Abstract

Separation of Control and Data Planes (SCDP) is a desirable paradigm for low-power multi-hop wireless sensor networks requiring high network performance and manageability. Existing SCDP networks generally adopt an in-band control plane scheme in that the control-plane messages are delivered by their data-plane networks. The physical coupling of the two planes may lead to undesirable consequences. Recently, multi-radio platforms (e.g., TI CC1350 and OpenMote B) are increasingly available, which make the physical separation of the control and data planes possible. To advance the network architecture design, we propose to leverage on the long-range communication capability of the Low-Power Wide-Area Network (LPWAN) radios to form one-hop out-of-band control planes.

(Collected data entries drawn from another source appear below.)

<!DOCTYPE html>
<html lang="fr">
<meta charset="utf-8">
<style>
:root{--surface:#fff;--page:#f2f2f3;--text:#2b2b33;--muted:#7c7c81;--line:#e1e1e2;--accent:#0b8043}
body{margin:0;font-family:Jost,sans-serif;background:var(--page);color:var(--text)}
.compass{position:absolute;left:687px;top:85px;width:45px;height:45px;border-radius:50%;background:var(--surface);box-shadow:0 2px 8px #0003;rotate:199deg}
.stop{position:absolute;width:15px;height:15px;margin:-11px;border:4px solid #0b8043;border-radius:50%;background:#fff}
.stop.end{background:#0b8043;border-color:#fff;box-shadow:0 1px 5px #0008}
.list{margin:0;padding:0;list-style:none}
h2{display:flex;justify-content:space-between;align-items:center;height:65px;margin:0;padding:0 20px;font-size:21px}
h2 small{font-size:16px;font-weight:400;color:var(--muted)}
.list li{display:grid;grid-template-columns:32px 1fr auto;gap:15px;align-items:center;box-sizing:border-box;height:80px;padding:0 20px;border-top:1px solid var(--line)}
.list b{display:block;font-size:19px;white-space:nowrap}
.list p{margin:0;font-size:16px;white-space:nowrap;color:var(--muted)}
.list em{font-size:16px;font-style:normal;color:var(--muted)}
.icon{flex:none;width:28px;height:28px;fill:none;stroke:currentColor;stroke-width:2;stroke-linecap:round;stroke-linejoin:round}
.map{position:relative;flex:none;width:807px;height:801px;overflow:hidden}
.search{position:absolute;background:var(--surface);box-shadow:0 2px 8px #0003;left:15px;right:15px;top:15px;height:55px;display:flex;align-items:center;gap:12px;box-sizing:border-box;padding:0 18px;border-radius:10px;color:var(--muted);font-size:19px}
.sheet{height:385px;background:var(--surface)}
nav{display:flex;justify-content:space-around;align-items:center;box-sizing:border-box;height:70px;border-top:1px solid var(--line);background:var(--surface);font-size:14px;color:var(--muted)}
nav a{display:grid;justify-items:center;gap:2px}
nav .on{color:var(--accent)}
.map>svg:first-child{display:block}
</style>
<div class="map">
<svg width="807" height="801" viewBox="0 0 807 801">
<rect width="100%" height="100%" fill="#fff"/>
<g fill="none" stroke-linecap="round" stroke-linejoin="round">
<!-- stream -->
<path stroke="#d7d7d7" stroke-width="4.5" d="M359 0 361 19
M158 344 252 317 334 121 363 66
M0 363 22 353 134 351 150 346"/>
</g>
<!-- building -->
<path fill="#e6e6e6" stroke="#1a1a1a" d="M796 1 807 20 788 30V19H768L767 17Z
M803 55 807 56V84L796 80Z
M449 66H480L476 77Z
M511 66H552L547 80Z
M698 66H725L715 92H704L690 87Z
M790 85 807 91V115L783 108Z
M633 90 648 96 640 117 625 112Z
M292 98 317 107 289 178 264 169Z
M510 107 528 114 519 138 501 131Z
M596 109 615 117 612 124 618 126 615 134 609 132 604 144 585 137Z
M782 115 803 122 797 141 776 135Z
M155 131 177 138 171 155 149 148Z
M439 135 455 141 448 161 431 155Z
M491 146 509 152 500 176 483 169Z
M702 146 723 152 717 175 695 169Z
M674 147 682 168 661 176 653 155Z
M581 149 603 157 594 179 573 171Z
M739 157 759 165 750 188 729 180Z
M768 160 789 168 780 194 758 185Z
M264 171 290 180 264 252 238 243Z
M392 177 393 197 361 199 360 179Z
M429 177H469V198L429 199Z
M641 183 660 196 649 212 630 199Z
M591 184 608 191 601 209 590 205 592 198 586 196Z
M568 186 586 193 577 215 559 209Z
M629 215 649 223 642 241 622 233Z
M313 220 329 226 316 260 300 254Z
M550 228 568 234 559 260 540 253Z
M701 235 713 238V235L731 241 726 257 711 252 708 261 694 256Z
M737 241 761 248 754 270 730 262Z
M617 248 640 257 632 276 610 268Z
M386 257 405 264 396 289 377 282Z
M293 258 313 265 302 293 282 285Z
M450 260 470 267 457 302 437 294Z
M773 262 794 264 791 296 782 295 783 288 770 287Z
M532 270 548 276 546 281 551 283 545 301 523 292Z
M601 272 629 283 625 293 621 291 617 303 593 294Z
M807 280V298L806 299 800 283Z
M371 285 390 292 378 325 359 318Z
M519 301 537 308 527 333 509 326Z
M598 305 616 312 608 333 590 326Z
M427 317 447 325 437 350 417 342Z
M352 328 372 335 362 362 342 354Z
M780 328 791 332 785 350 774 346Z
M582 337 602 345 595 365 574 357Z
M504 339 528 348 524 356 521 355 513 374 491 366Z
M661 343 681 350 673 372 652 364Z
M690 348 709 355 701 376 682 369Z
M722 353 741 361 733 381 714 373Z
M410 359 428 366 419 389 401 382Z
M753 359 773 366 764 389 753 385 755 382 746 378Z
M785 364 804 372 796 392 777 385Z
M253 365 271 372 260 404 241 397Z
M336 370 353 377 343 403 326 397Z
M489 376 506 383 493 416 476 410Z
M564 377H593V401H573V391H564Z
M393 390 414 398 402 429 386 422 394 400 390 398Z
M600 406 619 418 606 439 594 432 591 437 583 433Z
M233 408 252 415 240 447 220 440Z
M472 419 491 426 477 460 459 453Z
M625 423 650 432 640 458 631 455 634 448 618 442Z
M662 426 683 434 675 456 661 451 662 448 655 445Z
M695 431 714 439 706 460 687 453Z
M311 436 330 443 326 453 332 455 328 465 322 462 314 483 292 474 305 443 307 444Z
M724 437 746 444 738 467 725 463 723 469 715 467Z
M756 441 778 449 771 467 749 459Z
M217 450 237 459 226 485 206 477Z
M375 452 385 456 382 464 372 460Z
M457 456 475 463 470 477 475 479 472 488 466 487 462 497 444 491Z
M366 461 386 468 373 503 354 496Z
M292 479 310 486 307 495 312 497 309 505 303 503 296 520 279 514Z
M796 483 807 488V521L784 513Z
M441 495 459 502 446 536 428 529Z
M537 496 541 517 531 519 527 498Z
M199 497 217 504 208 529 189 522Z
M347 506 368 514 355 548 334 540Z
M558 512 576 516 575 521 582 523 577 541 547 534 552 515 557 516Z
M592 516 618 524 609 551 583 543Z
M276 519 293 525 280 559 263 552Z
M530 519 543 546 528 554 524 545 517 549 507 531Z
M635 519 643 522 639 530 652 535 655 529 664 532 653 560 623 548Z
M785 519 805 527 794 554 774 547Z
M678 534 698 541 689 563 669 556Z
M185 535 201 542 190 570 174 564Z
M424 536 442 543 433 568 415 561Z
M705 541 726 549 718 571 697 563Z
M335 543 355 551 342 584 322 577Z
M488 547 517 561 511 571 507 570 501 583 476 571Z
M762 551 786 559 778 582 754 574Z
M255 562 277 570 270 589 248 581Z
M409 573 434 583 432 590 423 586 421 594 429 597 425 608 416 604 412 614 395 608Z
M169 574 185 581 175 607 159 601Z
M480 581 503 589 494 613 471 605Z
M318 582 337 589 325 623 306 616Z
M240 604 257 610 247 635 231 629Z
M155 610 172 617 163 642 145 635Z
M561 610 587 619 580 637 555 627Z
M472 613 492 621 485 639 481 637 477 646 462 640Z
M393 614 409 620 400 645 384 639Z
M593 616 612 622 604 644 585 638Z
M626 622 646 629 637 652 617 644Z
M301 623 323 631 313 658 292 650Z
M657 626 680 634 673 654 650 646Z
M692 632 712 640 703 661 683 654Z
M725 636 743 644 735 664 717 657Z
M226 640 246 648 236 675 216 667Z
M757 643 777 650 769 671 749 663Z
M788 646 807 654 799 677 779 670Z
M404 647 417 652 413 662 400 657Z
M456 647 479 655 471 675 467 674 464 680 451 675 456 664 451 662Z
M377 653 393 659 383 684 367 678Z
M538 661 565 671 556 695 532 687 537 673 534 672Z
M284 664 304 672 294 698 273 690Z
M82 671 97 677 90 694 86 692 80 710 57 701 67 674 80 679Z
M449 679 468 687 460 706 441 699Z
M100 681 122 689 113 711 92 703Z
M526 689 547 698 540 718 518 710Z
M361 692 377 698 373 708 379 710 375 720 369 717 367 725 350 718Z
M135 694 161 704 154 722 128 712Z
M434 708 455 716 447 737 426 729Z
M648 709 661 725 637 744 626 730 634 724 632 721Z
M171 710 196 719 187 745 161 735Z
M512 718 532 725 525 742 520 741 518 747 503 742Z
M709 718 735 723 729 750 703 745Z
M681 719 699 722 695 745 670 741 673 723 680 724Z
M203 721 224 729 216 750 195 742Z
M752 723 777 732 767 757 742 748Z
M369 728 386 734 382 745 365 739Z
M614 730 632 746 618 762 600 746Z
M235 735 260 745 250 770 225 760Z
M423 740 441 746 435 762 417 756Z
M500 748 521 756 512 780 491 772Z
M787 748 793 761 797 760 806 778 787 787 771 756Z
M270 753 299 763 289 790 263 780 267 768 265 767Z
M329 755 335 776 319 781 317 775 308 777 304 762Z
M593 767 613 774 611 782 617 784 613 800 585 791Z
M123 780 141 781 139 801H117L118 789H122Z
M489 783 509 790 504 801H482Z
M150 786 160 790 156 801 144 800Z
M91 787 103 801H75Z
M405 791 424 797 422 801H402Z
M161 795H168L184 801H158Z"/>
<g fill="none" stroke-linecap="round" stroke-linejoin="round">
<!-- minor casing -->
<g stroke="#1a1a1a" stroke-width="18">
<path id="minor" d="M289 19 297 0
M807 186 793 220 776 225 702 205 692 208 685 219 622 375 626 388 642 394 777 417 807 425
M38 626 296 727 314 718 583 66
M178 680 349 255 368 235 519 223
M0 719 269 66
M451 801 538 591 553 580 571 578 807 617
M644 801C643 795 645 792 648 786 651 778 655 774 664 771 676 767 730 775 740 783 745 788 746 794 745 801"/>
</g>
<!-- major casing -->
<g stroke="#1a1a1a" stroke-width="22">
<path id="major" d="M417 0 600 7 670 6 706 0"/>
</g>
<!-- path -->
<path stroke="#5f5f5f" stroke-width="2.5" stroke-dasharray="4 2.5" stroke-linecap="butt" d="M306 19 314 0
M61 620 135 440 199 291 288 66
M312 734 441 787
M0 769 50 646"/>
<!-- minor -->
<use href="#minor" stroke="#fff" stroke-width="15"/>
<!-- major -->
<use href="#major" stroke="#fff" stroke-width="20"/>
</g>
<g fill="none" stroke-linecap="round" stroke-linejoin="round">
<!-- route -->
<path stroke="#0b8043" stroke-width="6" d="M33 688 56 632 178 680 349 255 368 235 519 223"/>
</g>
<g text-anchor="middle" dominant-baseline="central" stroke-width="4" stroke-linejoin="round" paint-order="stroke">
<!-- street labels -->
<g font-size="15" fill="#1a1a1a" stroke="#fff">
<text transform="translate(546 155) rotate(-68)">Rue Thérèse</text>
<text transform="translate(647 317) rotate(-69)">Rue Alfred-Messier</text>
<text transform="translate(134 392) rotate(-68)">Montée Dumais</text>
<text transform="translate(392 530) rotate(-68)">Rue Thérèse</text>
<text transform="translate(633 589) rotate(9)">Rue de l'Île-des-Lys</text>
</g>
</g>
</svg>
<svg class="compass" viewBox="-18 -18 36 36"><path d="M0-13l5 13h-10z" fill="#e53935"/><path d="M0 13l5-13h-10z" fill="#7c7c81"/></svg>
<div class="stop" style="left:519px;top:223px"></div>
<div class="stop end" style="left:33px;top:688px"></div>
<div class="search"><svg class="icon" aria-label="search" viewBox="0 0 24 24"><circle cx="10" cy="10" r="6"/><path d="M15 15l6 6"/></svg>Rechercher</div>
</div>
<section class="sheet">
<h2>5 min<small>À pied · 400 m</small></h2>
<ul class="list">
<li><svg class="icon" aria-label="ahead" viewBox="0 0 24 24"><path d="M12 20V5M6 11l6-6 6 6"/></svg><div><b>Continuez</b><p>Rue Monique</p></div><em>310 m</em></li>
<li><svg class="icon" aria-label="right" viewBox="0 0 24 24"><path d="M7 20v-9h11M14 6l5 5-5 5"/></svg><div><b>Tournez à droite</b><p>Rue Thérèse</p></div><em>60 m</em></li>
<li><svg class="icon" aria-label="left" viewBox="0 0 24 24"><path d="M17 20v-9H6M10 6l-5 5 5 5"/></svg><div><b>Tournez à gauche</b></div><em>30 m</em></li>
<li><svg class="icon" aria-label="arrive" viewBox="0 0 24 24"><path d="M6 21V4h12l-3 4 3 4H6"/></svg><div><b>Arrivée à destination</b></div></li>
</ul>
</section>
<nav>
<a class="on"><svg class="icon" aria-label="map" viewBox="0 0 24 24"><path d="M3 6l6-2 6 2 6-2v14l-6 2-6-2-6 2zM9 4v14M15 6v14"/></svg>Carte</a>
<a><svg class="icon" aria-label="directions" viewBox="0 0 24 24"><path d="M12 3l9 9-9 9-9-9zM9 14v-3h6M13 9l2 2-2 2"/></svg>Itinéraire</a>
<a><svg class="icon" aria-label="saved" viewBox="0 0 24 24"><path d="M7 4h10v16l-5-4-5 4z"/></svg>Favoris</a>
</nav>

LoRaWAN, an open, inexpensive, and ISM band based LPWAN radio, is chosen to prototype our out-of-band control plane called LoRaCP. Several characteristics of LoRaWAN such as downlink-uplink asymmetry and primitive ALOHA media access control need to be dealt with to achieve high reliability and efficiency. To address these challenges, a TDMA-based multi-channel transmission control is designed, which features an urgent channel and negative acknowledgment. On a testbed of 16 nodes, LoRaCP is applied to physically separate the control-plane network of the Collection Tree Protocol (CTP) from its Zigbee-based data-plane network. Extensive experiments show that LoRaCP increases CTP’s packet delivery ratio from 65% to 80% in the presence of external interference, while consuming a per-node average radio power of 2.97mW only.